Problem description
Only the lines containing the string "image" are needed; copy all of them from the listing.

Source material
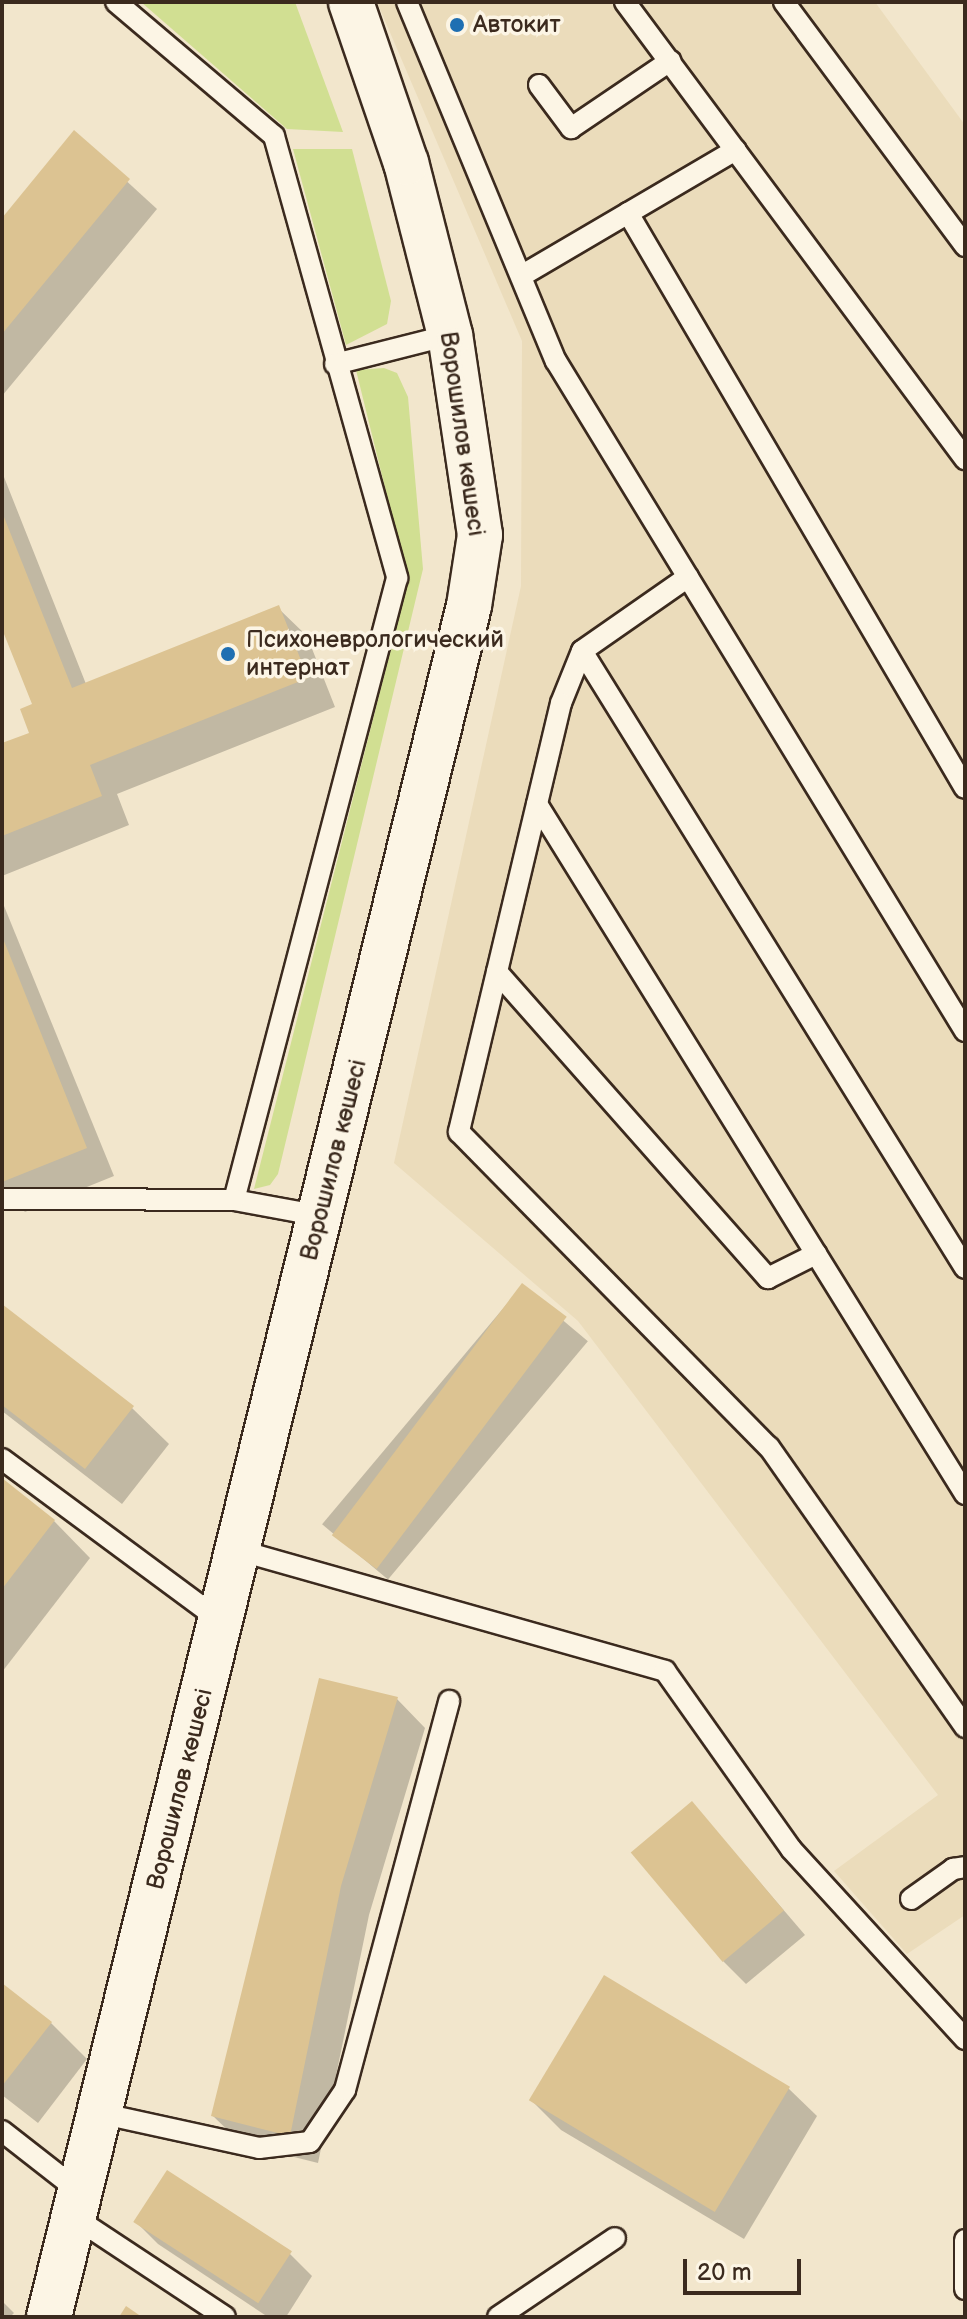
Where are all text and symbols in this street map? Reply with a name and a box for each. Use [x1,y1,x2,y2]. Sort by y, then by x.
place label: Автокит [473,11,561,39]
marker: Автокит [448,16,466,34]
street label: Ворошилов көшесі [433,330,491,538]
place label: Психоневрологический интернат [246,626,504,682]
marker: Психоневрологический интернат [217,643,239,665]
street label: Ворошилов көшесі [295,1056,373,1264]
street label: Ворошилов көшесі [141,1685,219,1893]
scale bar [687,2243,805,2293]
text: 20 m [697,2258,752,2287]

---

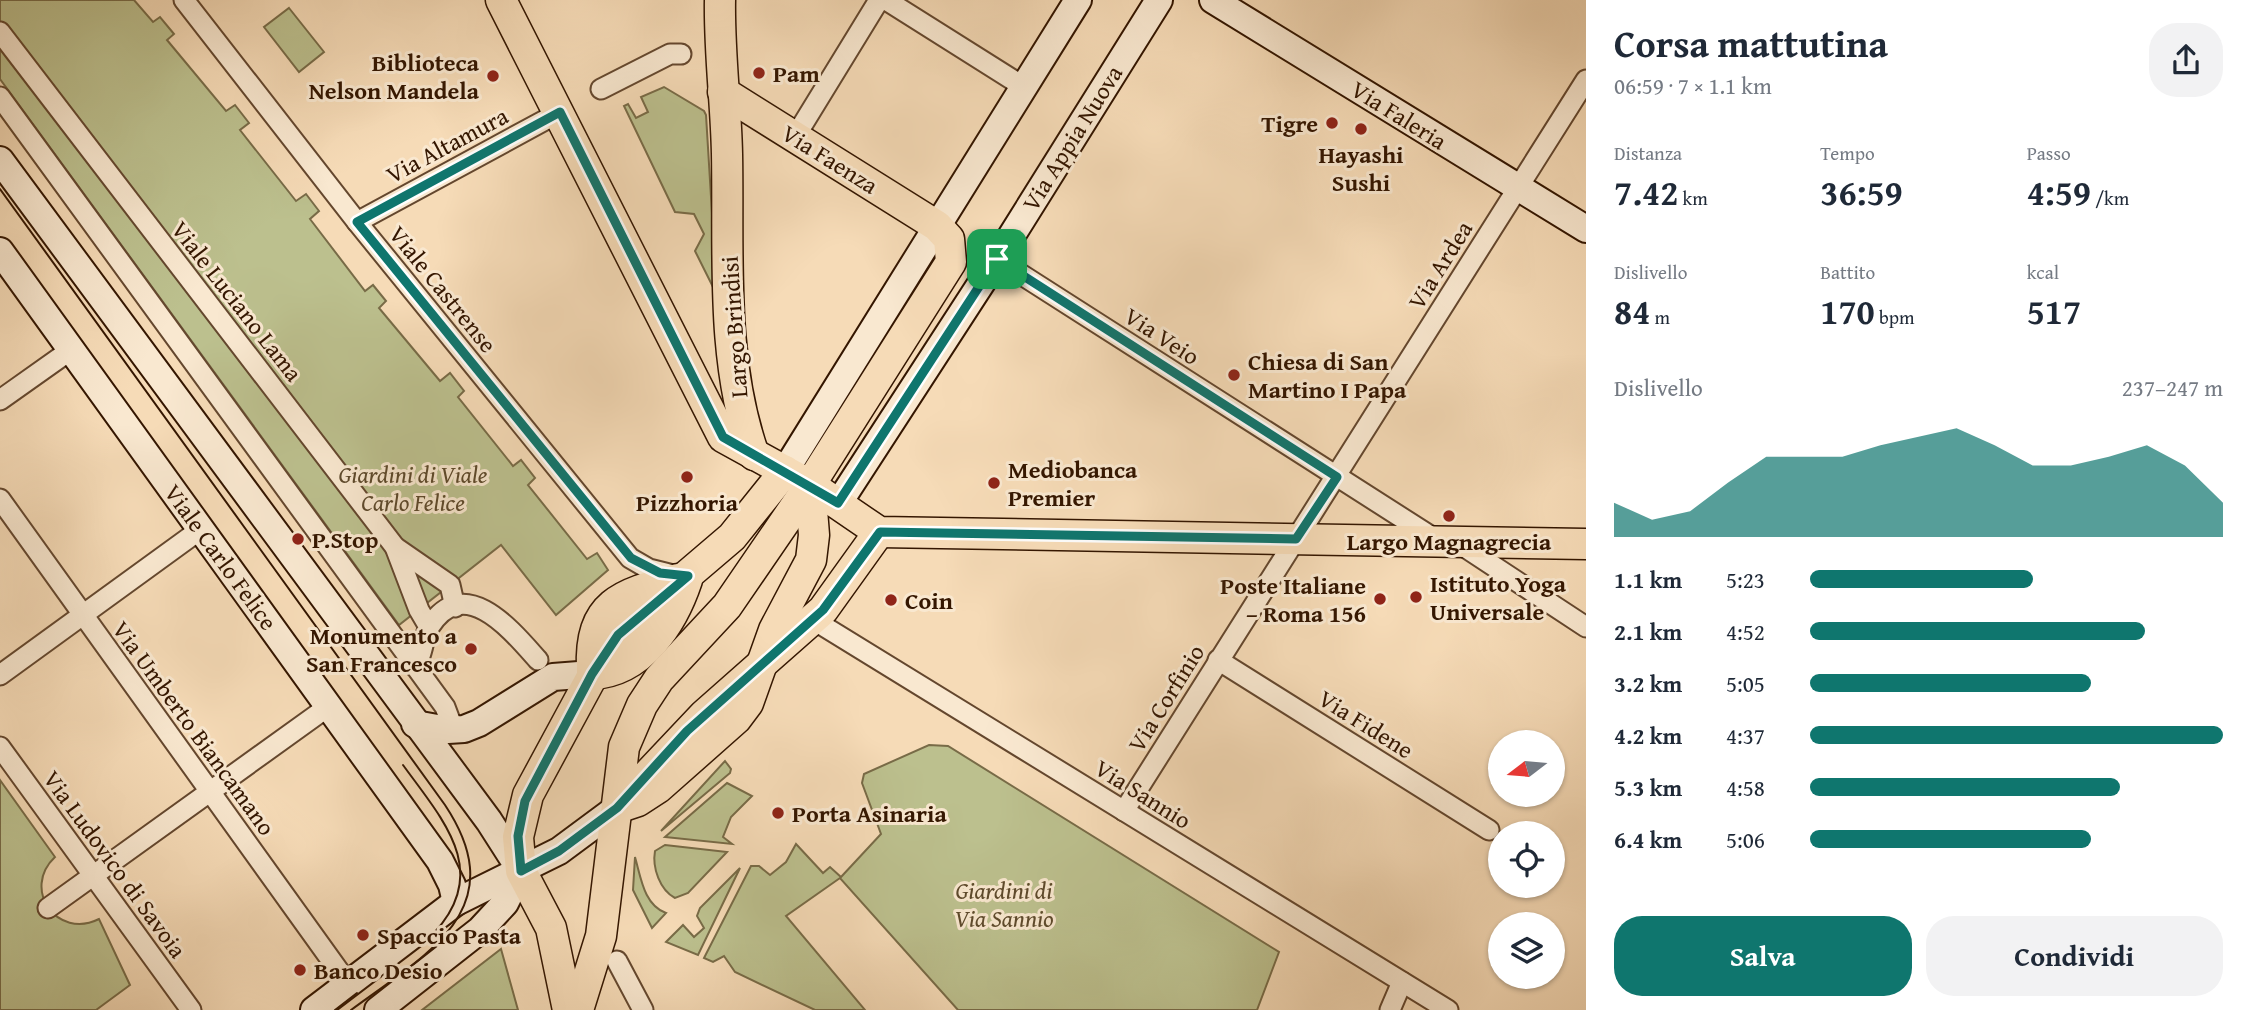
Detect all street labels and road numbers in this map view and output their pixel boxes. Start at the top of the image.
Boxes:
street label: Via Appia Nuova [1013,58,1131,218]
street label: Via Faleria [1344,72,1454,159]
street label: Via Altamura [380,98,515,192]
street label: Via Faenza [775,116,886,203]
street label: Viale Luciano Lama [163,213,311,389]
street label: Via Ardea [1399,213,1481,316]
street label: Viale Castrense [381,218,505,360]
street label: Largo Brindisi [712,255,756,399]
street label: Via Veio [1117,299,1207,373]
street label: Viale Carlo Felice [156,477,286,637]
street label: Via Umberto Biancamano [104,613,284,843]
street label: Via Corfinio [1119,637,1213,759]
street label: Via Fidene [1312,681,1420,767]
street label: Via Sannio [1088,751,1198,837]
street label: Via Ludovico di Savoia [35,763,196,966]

...

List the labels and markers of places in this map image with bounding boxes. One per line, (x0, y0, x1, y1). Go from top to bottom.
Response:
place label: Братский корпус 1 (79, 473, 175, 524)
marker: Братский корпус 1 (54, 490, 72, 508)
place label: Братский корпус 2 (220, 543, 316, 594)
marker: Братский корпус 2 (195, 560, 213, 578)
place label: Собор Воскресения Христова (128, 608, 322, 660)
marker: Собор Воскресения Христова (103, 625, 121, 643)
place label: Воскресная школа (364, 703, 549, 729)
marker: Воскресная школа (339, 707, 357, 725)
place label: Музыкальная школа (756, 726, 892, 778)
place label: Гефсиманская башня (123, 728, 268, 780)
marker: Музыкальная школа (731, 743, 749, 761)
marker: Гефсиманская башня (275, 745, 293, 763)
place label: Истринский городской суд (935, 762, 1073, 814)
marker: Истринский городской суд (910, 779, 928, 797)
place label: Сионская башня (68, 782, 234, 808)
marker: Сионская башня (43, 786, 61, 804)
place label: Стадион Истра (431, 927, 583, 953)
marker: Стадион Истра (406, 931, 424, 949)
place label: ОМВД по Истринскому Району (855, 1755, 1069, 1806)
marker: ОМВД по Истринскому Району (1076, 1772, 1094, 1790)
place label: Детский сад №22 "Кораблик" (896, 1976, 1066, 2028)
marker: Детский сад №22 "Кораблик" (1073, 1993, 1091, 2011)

Reply to the task
Detect all street labels and road numbers in this map view and output their pixel boxes. Start at the top of the image.
List the labels and markers of places in this map image with bounding boxes. One per line, (x0, y0, x1, y1). Go from top to bottom.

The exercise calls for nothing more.